Defending Constellationby Jeff Foust
|
| Clearly one of the biggest impacts Griffin had on NASA, and the future of American human spaceflight, was his implementation of the Vision for Space Exploration. |
That architecture has, since its release in the fall of 2005, been widely discussed, debated, and, in some corners, dismissed on technical and/or financial bases. Those concerns have grown, even as NASA has issued contracts for the development of the Ares 1 rocket and the Orion spacecraft, and a panoply of alternative architectures have emerged from various quarters, such as DIRECT (see “Another voice in the wilderness”, The Space Review, February 19, 2007). Enough concerns have been raised, and enough questions have been asked, the Griffin himself recently felt compelled to defend the ESAS architecture in a major speech.
Speaking at a Space Transportation Association (STA) breakfast on Capitol Hill on January 22, Griffin explained why he was taking the time to explain the rationale behind a decision made more than two years ago. “Today’s topic is motivated by the inquiries I’ve had lately, in one forum or another, concerning various aspects of NASA’s post-shuttle spaceflight architecture,” he said. While those inquiries, he felt, did not raise issues not already addressed by ESAS, “people come and go, new questioners lacking subject matter background appear, and the old questions must be answered again if there is to be general accord that NASA managers are allocating public funds in a responsible fashion.”
Much of the speech, then, featured Griffin describing the choices NASA faced and the constraints it was under from technical, policy, and other directions, and how that shaped the decisions the agency ultimately made on ESAS. The policy side is shaped by both President Bush’s original goals for the Vision for Space Exploration when he announced it in 2004, as well as the NASA Authorization Act that Congress passed in 2005 that added to those goals specific language about the ISS and the use of shuttle-derived hardware for the next-generation vehicles. “Not that anyone asked,” Griffin said, “but I personally consider this to be the best civil space policy to have been enunciated by a president in four decades or more, and the best authorization act to be approved by the Congress since the 1960s.”
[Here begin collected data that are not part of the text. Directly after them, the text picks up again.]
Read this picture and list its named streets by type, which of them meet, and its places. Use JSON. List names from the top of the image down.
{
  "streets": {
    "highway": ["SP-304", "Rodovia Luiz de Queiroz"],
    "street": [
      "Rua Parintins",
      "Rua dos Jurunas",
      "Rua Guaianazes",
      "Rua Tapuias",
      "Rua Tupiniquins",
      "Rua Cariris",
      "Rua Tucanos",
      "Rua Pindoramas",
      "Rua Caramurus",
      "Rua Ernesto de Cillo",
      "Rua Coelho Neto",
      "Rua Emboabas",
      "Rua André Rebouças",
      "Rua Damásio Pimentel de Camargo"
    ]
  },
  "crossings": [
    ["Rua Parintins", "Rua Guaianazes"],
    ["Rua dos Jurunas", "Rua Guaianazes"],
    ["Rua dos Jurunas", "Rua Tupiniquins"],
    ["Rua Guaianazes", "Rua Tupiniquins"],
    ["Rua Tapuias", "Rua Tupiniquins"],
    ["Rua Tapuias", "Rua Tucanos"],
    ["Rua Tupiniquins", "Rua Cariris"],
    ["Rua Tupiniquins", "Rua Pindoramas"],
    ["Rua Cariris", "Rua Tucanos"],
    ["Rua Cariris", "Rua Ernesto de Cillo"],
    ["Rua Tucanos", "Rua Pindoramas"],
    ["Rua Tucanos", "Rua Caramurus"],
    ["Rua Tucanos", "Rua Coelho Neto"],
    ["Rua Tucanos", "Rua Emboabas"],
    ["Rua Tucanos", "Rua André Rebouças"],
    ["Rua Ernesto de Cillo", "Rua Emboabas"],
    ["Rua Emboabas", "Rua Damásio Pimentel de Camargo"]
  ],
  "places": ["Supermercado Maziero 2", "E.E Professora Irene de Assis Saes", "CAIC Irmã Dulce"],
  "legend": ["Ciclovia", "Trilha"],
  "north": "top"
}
That policy introduced some practical constraints as well. Although it would be “highly desirable” from an engineering perspective to have one transportation system optimized to serve the ISS and another specifically for lunar missions, NASA’s budget is not large enough to support multiple architectures. “We get one system,” he said. “It must be capable of serving in multiple roles, and it must be designed for the more difficult of those roles from the outset.” Similarly, he noted that successful aerospace systems, including both aircraft and rockets, often remain in service for decades; the same will be true for Constellation. “We are designing today the systems that our grandchildren will use as building blocks, not just for lunar return, but for missions to Mars, to the near-Earth asteroids, to service great observatories at Sun-Earth L1, and for other purposes we have not yet even considered.”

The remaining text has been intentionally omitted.